#### Data under study

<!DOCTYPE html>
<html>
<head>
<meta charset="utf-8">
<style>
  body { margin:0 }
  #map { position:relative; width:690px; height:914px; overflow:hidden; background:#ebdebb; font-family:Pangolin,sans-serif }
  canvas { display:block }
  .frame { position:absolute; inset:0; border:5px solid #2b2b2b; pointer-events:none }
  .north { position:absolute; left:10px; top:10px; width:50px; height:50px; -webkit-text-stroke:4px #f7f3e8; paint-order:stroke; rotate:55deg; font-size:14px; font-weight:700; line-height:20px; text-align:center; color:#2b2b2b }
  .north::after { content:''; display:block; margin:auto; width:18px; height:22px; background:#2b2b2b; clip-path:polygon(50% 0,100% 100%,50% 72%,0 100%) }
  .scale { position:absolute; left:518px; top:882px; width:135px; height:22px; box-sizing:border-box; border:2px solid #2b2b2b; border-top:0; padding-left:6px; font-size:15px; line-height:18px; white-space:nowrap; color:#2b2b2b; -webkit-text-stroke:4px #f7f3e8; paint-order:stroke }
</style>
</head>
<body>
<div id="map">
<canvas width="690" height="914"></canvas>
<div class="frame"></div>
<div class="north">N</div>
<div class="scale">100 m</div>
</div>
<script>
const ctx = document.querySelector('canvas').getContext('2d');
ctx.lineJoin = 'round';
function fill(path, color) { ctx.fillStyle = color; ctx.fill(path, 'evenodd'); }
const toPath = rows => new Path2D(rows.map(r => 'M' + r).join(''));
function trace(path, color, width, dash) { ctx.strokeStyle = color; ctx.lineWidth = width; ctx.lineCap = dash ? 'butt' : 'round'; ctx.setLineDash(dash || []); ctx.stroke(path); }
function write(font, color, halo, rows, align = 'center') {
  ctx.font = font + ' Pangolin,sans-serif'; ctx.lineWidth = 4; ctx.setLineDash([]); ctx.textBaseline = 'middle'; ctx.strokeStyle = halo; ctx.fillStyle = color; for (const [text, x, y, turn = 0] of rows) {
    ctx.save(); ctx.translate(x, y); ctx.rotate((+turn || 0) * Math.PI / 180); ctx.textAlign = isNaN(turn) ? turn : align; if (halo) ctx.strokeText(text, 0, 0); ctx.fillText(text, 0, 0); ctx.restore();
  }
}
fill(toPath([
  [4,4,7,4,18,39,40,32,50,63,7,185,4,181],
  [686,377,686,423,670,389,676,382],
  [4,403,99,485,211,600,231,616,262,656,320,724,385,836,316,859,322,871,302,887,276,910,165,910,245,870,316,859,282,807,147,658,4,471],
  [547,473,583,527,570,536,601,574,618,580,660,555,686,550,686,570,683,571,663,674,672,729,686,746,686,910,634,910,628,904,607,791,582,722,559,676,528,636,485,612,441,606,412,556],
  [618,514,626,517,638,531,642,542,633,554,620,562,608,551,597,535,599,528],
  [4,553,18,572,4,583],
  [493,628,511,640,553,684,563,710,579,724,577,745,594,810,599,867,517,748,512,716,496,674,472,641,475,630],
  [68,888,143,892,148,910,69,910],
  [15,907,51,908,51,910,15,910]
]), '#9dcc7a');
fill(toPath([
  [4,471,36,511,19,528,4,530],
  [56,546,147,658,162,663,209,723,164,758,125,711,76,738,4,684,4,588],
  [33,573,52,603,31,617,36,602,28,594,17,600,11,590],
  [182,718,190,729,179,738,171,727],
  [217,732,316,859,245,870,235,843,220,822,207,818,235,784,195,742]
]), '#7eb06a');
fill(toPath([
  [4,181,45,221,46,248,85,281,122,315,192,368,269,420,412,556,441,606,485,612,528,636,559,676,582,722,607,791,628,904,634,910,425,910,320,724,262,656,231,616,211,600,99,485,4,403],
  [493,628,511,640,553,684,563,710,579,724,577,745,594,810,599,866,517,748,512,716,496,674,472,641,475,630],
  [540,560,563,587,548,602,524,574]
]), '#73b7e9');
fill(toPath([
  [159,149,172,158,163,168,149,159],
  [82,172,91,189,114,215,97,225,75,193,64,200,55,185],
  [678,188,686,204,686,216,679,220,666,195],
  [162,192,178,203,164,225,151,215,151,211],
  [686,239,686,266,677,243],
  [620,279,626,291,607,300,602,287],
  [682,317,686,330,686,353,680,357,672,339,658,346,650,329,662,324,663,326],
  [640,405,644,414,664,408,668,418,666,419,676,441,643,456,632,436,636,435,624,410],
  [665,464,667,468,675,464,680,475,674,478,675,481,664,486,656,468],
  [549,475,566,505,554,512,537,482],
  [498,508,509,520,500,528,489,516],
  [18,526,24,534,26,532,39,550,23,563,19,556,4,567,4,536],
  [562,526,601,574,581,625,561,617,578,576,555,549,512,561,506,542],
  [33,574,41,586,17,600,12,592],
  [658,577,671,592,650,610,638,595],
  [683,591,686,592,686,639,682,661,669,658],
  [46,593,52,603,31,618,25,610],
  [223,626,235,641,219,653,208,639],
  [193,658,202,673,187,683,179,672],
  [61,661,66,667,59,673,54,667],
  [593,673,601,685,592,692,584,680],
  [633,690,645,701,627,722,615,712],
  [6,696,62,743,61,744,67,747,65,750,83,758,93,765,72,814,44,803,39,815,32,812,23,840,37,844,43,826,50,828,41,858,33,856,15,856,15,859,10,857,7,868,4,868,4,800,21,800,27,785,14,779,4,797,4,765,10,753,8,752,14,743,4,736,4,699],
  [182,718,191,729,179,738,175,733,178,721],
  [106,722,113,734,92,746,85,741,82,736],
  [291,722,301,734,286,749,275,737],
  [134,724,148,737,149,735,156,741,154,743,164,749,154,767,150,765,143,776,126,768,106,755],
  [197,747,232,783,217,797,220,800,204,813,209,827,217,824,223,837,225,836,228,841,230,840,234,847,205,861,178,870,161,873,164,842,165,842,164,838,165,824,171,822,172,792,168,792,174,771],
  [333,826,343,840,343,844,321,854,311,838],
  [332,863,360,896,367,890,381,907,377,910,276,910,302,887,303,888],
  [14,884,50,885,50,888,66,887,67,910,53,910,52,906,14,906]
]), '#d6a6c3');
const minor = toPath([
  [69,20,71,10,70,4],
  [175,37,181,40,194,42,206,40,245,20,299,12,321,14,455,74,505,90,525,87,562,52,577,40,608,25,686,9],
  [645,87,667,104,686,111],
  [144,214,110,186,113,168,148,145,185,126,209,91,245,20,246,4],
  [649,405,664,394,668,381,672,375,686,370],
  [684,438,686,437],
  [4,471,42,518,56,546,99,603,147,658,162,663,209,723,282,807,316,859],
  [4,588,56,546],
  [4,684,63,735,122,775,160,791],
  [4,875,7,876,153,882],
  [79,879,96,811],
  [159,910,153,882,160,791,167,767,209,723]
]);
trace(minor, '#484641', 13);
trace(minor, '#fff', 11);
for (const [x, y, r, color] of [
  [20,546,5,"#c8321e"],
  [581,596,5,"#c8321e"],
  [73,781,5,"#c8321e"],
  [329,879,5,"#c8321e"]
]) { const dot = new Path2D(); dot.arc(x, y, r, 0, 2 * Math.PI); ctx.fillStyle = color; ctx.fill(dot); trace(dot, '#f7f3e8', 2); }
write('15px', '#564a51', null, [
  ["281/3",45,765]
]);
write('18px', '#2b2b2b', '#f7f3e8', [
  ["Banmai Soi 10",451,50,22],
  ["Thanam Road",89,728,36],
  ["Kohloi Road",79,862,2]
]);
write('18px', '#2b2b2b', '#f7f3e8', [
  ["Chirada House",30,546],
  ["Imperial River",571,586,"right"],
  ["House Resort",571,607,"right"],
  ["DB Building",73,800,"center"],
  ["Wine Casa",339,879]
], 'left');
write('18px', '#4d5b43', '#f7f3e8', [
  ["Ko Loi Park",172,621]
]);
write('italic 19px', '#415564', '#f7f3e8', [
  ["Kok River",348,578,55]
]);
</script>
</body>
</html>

########

Your assignment →
Working through the records, copy each line in which the word "strokeStyle" appears.

Completed task →
function trace(path, color, width, dash) { ctx.strokeStyle = color; ctx.lineWidth = width; ctx.lineCap = dash ? 'butt' : 'round'; ctx.setLineDash(dash || []); ctx.stroke(path); }
  ctx.font = font + ' Pangolin,sans-serif'; ctx.lineWidth = 4; ctx.setLineDash([]); ctx.textBaseline = 'middle'; ctx.strokeStyle = halo; ctx.fillStyle = color; for (const [text, x, y, turn = 0] of rows) {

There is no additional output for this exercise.